Already in 1987 researcher Yoshizumi Ishino, at Osaka University, described the possibility of genome editing. In 2012-2013 scientists discovered genetic modification of a specific DNA sequence in a cell and gave it the name CRISPR. The discovery was runner up in 2012 and 2013 in Science Magazine’s Breakthrough of the Year award. CRISPR won the award eventually in 2015. Largely due to its simplicity and adaptability the technique rapidly became one of the most popular approaches for genome engineering. And so the development goes on.
What is CRISPR/CAS9?
CRISPR is an abbreviation of Clustered Regularly Interspaced Short Palindromic Repeats. These short segments of repeated codes in DNA were first discovered in bacteria, where they play a key roll as part of the bacterial defence mechanism against viruses. So far, three distinct bacterial CRISPR systems, types I, II and III have been identified. The Type II system is the basis for genome engineering technology available at this moment.
Cas (CRISPR Associated System) is the name for different enzymes/proteins. Cas 9 is protein 9 and, together with CRISPR, is the basis for the technique used to edit the human genome. Cas9 is programmable and works in any type of cell.
How it works
CRISPR/Cas9 allows permanent modification of genes within organisms, therefore manipulating the code of life. It works like a pair of molecular scissors: when CRISPR is used to edit genes in a cell, a small strip of RNA directs an enzyme capable of cutting DNA at a desired location within a genome. This allows existing genes to be removed and/or new ones added. The cell recognises the damage done by the cut and ‘glues’ the pieces back together. And, although the cell is a bit shorter after the cut, it functions again.
Genome editing techniques have many potential applications, such as to target virulence factors, genes encoding antibiotic resistance, cancer, inflammation, foetal haemoglobin and even eradicate viral DNA in the case of Epstein-Barr virus (EBV). There are more than 3,000 genetic diseases, such as colour blindness or Huntington’s disease, caused by one wrongly placed nucleotide in the DNA.
CRISPR may even revive the concept of transplanting animal organs into humans. The biggest problems in transplant rejection are the retroviruses present in animal genomes. Researchers are working on eliminating those retroviruses DNA.
OHSU scientists recently used CRISPR on a human embryo to correct a mutation in nuclear DNA that causes a common genetic heart disease, leading to sudden cardiac death and heart failure. By removing the disease-causing gene variant from the lineage, every future generation would carry the repair. It was a success. However, the potential to alter DNA in human cells needs more investigation, because it is still unknown what the long-term side effects will be. In future, potentially infected diseases may occur.
The use on human embryos also causes an ethical issue. How far should we go? Policy regulations for the CRISPR/cas9 system vary internationally. Researchers in China, Sweden and the United Kingdom are allowed to use human embryos for CRISPR interventions, although in the UK it is forbidden to implant the embryos. They must be destroyed after seven days. The Netherlands does not permit the use of human embryos. According to some, the potential danger in the long run is the temptation to treat children not only for genetic disorders but also to make them perfect: superior intelligence, better eyes, and better muscles. Rules for applying CRISPR/Cas9 are therefore necessary.
Besides being able to repair DNA, CRISPR could soon also become a low-cost diagnostic tool to detect infectious diseases such as Zika or dengue.
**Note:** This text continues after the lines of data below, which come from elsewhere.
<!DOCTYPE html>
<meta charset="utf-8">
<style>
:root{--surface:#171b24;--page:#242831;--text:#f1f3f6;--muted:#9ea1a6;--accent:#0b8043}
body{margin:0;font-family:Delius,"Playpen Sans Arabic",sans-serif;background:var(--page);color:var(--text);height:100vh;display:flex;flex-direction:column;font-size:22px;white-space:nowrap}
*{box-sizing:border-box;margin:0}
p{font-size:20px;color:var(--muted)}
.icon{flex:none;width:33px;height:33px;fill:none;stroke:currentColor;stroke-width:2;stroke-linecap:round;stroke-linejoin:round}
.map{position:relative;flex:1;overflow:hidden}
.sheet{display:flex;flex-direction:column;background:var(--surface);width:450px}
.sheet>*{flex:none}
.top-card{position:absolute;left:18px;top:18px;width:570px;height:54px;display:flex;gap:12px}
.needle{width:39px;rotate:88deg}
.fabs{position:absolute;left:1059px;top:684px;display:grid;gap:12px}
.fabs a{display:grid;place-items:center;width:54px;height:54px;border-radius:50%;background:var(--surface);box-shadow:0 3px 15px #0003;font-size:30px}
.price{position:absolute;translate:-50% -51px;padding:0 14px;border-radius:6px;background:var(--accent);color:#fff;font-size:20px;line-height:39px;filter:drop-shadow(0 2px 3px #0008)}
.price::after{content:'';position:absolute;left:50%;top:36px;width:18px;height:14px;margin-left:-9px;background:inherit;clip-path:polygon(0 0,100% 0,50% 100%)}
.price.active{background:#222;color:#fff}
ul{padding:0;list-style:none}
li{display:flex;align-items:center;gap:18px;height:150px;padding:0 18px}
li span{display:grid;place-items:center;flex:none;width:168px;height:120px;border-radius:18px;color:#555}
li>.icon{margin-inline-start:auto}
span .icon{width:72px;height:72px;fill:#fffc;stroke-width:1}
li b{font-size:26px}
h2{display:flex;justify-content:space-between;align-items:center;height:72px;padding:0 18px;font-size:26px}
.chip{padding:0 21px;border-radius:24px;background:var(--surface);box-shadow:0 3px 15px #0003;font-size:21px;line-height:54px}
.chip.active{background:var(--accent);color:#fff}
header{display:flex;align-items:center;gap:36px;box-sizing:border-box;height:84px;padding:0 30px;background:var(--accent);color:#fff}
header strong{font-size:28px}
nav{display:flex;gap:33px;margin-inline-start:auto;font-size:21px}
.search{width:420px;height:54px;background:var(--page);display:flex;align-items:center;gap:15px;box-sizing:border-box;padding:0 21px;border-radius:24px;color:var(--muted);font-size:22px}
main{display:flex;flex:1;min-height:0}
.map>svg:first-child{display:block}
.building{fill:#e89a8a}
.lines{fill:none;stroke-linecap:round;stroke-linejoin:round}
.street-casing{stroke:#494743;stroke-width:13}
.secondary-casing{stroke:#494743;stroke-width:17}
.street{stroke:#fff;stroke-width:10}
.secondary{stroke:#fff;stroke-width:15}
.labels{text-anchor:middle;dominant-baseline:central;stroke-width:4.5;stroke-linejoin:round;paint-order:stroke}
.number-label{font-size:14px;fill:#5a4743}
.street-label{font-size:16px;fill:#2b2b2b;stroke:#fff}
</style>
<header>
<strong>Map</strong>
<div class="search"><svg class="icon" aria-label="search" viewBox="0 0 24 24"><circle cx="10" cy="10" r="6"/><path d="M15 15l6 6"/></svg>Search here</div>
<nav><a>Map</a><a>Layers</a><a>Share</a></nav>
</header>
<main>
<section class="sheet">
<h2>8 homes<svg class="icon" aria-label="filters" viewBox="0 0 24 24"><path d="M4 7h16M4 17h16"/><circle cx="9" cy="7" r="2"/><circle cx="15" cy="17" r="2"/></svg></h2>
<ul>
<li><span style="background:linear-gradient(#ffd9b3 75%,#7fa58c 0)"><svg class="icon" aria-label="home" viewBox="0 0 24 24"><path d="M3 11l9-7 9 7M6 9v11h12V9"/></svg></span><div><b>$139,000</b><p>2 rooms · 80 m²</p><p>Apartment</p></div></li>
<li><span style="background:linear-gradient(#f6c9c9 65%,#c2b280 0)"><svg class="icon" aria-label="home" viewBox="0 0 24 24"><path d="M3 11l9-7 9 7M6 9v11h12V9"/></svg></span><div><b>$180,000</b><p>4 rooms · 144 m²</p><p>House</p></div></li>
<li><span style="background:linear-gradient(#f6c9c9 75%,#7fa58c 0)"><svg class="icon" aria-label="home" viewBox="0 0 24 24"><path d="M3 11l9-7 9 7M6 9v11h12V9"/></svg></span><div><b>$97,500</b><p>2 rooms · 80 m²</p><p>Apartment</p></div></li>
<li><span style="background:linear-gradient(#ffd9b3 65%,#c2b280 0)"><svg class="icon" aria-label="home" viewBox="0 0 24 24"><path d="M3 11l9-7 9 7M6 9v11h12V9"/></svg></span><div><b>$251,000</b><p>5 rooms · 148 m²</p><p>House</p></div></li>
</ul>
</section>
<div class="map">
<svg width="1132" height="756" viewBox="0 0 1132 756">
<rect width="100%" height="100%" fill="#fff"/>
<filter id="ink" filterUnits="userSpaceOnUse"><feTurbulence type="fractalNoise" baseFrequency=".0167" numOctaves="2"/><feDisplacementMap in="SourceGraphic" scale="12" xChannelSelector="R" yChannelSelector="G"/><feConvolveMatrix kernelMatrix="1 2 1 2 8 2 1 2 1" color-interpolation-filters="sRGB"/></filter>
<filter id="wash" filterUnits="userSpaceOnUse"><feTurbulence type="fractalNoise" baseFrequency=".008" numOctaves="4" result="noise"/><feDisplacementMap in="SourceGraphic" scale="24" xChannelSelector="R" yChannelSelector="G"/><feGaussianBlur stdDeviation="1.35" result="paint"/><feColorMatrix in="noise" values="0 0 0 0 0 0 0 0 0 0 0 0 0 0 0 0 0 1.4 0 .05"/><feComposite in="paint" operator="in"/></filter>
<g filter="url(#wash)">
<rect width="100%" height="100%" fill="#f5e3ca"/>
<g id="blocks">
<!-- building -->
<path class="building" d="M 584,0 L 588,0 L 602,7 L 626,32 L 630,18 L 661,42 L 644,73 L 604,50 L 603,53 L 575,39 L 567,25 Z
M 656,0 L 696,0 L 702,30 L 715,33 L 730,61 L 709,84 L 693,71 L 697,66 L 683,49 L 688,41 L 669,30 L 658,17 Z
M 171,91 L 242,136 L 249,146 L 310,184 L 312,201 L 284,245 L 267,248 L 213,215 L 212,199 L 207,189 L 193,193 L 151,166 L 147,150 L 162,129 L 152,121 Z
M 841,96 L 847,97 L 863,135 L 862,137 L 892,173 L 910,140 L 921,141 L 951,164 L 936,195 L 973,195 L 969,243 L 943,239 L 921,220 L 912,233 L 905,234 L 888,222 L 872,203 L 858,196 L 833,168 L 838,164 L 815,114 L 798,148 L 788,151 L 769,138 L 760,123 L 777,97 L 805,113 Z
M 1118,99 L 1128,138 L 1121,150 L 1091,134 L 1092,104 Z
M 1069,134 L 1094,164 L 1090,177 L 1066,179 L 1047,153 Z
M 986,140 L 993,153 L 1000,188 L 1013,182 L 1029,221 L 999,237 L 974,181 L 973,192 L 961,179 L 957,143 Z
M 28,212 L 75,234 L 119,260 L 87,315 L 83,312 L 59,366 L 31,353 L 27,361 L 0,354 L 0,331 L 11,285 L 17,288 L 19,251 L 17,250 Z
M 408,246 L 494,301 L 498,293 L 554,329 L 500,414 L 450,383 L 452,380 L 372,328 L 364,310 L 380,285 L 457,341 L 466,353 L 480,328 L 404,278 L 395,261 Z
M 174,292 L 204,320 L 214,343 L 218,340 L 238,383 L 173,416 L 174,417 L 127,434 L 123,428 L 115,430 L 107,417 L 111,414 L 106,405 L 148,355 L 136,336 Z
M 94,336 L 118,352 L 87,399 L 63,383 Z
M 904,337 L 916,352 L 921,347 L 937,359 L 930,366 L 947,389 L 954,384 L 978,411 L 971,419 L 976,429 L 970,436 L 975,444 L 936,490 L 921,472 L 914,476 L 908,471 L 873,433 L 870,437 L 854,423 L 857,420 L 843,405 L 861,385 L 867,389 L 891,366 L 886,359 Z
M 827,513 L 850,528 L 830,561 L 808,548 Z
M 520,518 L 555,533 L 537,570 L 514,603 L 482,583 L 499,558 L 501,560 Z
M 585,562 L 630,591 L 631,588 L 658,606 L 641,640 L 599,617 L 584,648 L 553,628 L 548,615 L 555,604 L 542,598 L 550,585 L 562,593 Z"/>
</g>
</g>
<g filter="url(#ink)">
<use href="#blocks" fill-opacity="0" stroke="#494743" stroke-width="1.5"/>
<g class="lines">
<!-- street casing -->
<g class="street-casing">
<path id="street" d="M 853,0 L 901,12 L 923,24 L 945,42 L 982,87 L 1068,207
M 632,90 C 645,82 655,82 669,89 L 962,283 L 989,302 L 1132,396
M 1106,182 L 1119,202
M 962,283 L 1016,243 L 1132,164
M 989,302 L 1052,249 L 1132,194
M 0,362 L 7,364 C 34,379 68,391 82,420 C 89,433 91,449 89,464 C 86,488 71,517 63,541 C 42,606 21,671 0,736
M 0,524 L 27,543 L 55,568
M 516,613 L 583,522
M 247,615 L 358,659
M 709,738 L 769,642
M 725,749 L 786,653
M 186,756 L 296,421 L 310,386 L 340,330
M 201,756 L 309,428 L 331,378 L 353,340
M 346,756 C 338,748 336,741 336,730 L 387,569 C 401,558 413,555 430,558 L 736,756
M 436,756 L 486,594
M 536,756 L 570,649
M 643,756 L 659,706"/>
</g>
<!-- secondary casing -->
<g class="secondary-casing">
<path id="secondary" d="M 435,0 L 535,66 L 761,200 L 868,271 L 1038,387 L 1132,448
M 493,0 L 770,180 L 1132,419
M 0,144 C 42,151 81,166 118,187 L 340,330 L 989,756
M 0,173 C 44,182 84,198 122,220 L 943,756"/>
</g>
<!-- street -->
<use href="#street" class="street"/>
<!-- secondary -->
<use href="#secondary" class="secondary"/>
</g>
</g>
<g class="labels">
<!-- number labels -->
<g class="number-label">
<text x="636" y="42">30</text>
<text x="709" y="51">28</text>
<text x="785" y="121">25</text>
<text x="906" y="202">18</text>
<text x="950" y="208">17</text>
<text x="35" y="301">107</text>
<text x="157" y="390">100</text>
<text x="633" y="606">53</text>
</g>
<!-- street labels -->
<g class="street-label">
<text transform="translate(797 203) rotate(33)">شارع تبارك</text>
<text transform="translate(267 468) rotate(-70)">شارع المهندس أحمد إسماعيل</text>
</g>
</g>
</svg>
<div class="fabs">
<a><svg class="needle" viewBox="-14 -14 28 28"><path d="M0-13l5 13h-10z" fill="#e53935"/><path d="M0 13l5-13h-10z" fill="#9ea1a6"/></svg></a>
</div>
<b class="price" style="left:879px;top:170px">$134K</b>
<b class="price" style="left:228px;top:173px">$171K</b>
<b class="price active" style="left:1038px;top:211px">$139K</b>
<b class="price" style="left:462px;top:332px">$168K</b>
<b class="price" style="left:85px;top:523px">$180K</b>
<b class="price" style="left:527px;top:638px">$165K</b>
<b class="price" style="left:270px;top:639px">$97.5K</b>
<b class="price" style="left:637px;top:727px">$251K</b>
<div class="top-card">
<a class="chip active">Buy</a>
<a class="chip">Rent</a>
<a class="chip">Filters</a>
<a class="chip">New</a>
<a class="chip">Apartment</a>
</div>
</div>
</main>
According to a recent article published in Science researchers have developed the Specific High-sensitivity Enzymatic Reporter (SHERLOCK), which stands for ‘to make accurate, fast diagnoses’. This uses a different enzyme, Cas13a, which goes to RNA, rather than DNA. It chops through any RNA encountered and does not stop until that has gone.
The development of Sherlock gave medical laboratories a new diagnostic tool. And the scientific community is excited. Sherlock can detect pathogens in extremely small amounts of genetic matter and in an earlier stage. Besides that, tests can be performed using urine and/or saliva rather than blood. Quoted from Science: ‘The detection sensitivity of the new CRISPR-Cas13a system for specific genetic material is one million times better than the most commonly used diagnostic technique’. The technique is also highly portable, needs no refrigeration and costs as little as 61 cents per test in the field. Therefore Sherlock would be extremely useful in remote places without electricity or access to a diagnostic laboratory, providing clinicians the possibility to diagnose and treat illnesses.
CRISPR/Cas9 and Sherlock can change and save lives. Professor and Director Scott Weaver PhD, at the Institute for Human Infections and Immunity, University of Texas Medical Branch in Galveston, states in an article on Big Think: ‘It looks like one significant step on the pathway that is the Holy Grail, which is developing point-of-care, or bedside detection, that doesn’t require expensive equipment or even reliable power.’